Most other RDBMS make optimizer statistics collection an unsampled
scan. Some offer this as one of their options, as well as the ability to
define the sample size in terms of fixed number of rows or fixed
proportion of the table.

My suggested hack for PostgreSQL is to have an option to *not* sample,
just to scan the whole table and find n_distinct accurately. Then
anybody who doesn't like the estimated statistics has a clear path to
take. 

The problem of poorly derived base statistics is a difficult one. When
considering join estimates we already go to the trouble of including MFV
comparisons to ensure an upper bound of join selectivity is known. If
the statistics derived are themselves inaccurate the error propagation
touches every other calculation in the optimizer. GIGO.

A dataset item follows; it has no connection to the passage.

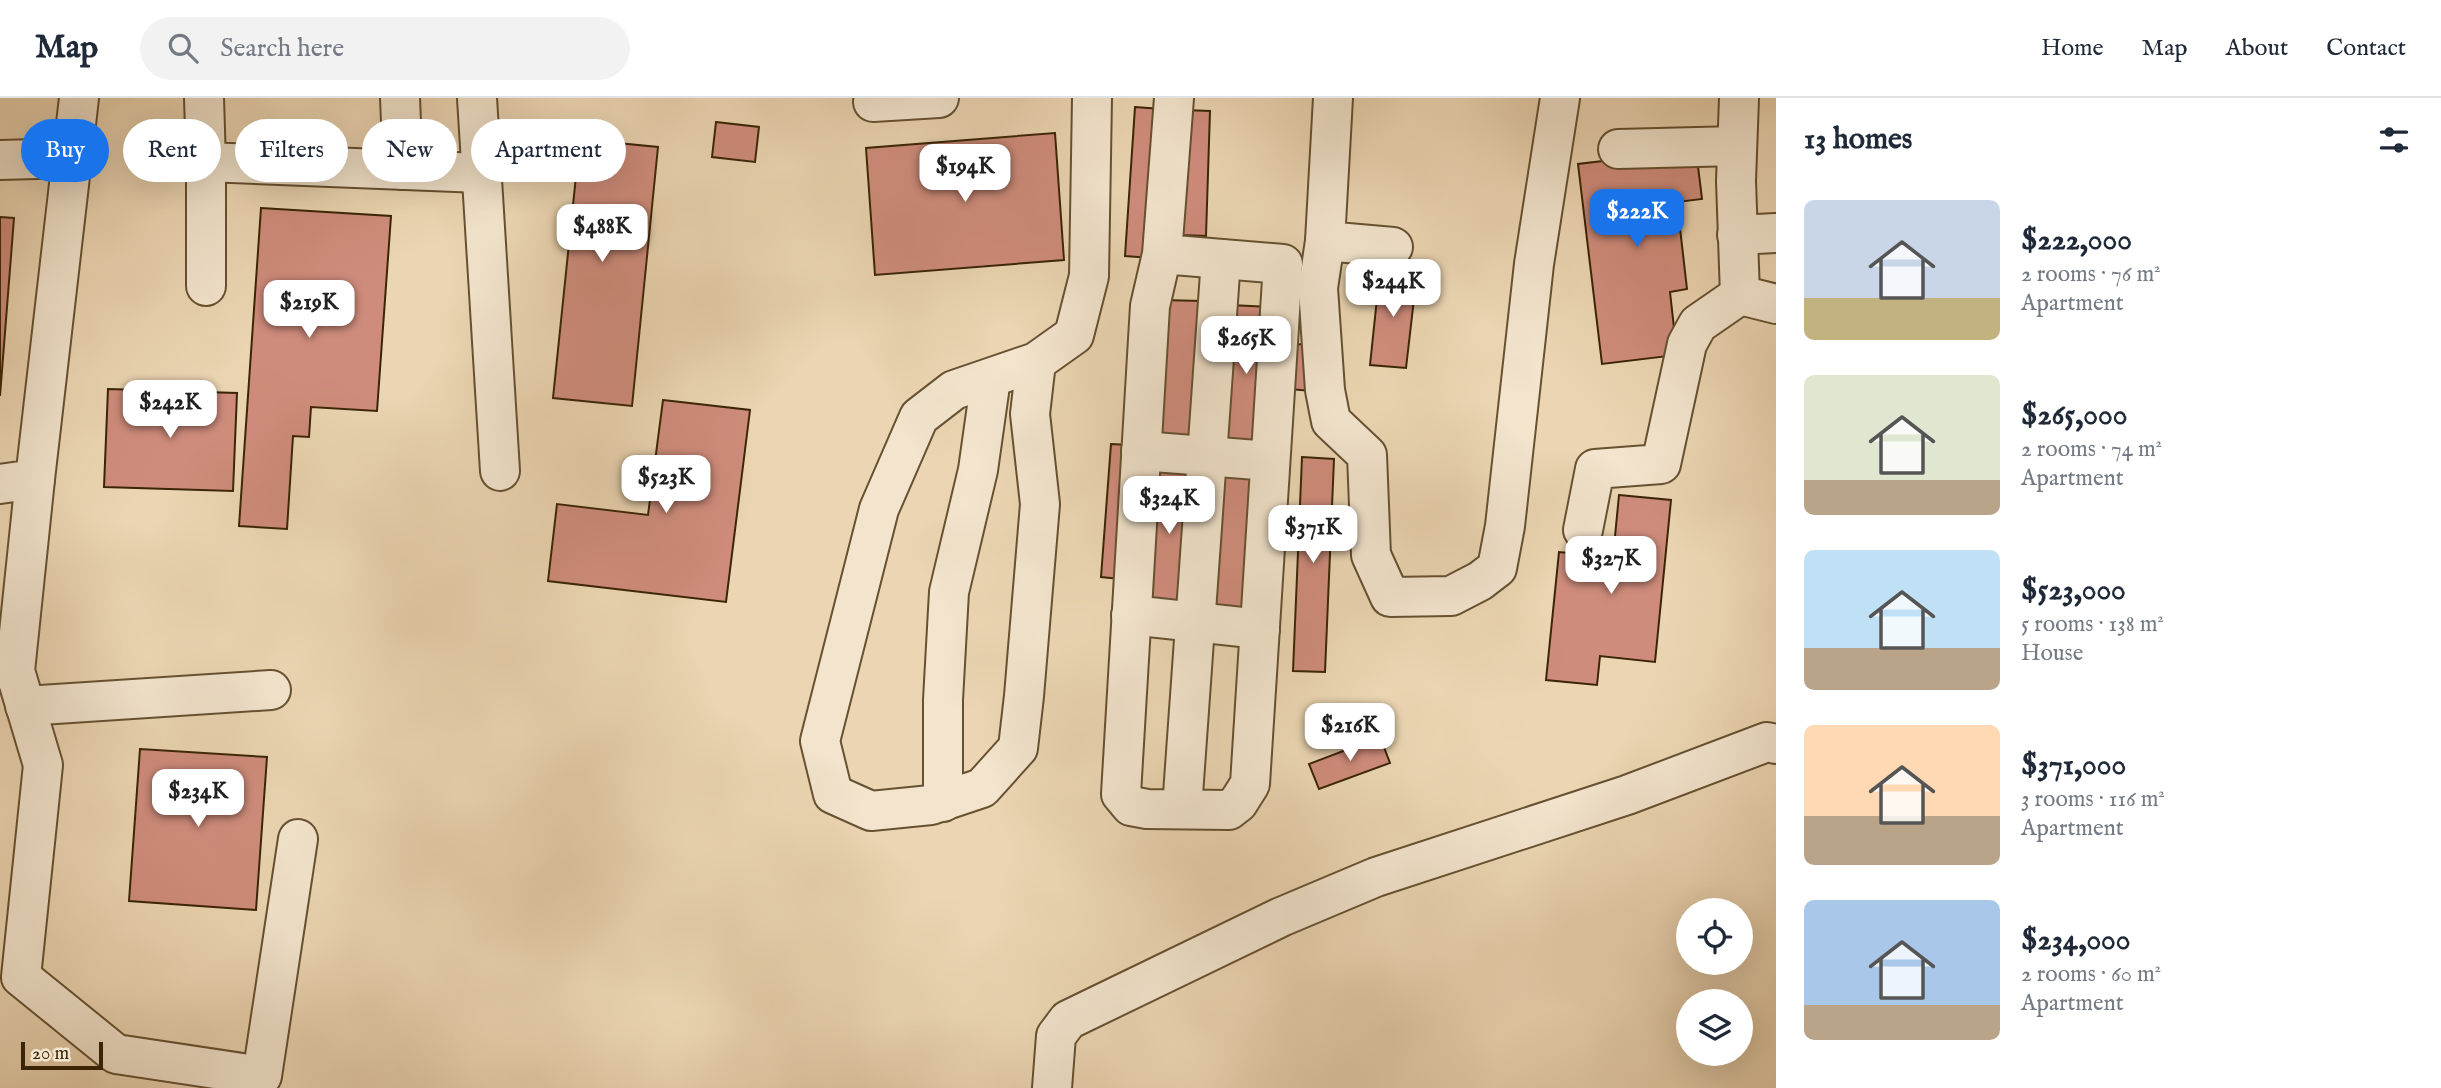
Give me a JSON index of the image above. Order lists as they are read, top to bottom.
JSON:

What price a single scan of a table, however large, when incorrect
statistics could force scans and sorts to occur when they aren't
actually needed ?

Best Regards, Simon Riggs


---(end of broadcast)---
TIP 7: don't forget to increase your free space map settings


Re: [PERFORM] Bad n_distinct estimation; hacks suggested?

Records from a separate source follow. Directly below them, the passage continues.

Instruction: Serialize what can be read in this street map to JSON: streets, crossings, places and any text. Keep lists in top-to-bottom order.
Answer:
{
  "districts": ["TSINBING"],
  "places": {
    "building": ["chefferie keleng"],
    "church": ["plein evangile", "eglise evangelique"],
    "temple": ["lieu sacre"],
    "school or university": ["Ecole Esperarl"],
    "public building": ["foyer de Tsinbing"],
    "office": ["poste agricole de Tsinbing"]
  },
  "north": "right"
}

2005-04-23 Thread Josh Berkus
People,

> Can someone whose math is more recent than calculus in 1989 take a look at
> that paper, and look at the formula toward the bottom of page 10, and see
> if we are correctly interpreting it?    I'm particularly confused as to
> what "q" and "d-sub-n" represent.  Thanks!

Actually, I managed to solve for these and it appears we are using the formula 
correctly.  It's just a bad formula.

-- 
--Josh

Josh Berkus
Aglio Database Solutions
San Francisco

---(end of broadcast)---
TIP 2: you can get off all lists at once with the unregister command
(send "unregister YourEmailAddressHere" to [EMAIL PROTECTED])


Re: [PERFORM] Bad n_distinct estimation; hacks suggested?

2005-04-23 Thread Josh Berkus
Greg,

> I looked into this a while back when we were talking about changing the
> sampling method. The conclusions were discouraging. Fundamentally, using
> constant sized samples of data for n_distinct is bogus. Constant sized
> samples only work for things like the histograms that can be analyzed
> through standard statistics population sampling which depends on the law of
> large numbers.

Well, unusual distributions are certainly tough.  But I think the problem 
exists even for relatively well-distributed populations.Part of it is, I 
believe, the formula we are using:

n*d / (n - f1 + f1*n/N)

This is an estimation formula from Haas and Stokes in IBM Research Report RJ 
10025, and is called the DUJ1 formula. 
(http://www.almaden.ibm.com/cs/people/peterh/jasa3rj.pdf)  It appears to 
suck.   For example, take my table:

rows: 26million (N)
distinct values: 3.4million

I took a random sample of 1000 rows (n) from that table.   It contained:
968 values that occurred only once (f1)
981 distinct values (d)

Any human being looking at that sample would assume a large number of distinct 
values; after all, 96.8% of the values occurred only once.   But the formula 
gives us:

1000*981 / ( 1000 - 968 + ( 968 * 1000/2600 ) ) = 30620

This is obviously dramatically wrong, by a factor of 100.  The math gets worse 
as the sample size goes down:

Sample 250, 248 distinct values, 246 unique values:

250*248 / ( 250 - 246 + ( 246 * 250 / 2600 ) ) = 15490

Even in a case with an ovewhelming majority of unique values, the formula gets 
it wrong:

999 unque values in sample
998 appearing only once:

1000*999 / ( 1000 - 998 + ( 998 * 1000 / 2600 ) ) = 490093

This means that, with a sample size of 1000 a table of 26million rows cannot 
ever have with this formula more than half a million distinct values, unless 
the column is a unique column.

Overall, our formula is inherently conservative of n_distinct.   That is, I 
believe that it is actually computing the *smallest* number of distinct 
values which would reasonably produce the given sample, rather than the 
*median* one.  This is contrary to the notes in analyze.c, which seem to 
think that we're *overestimating* n_distinct.  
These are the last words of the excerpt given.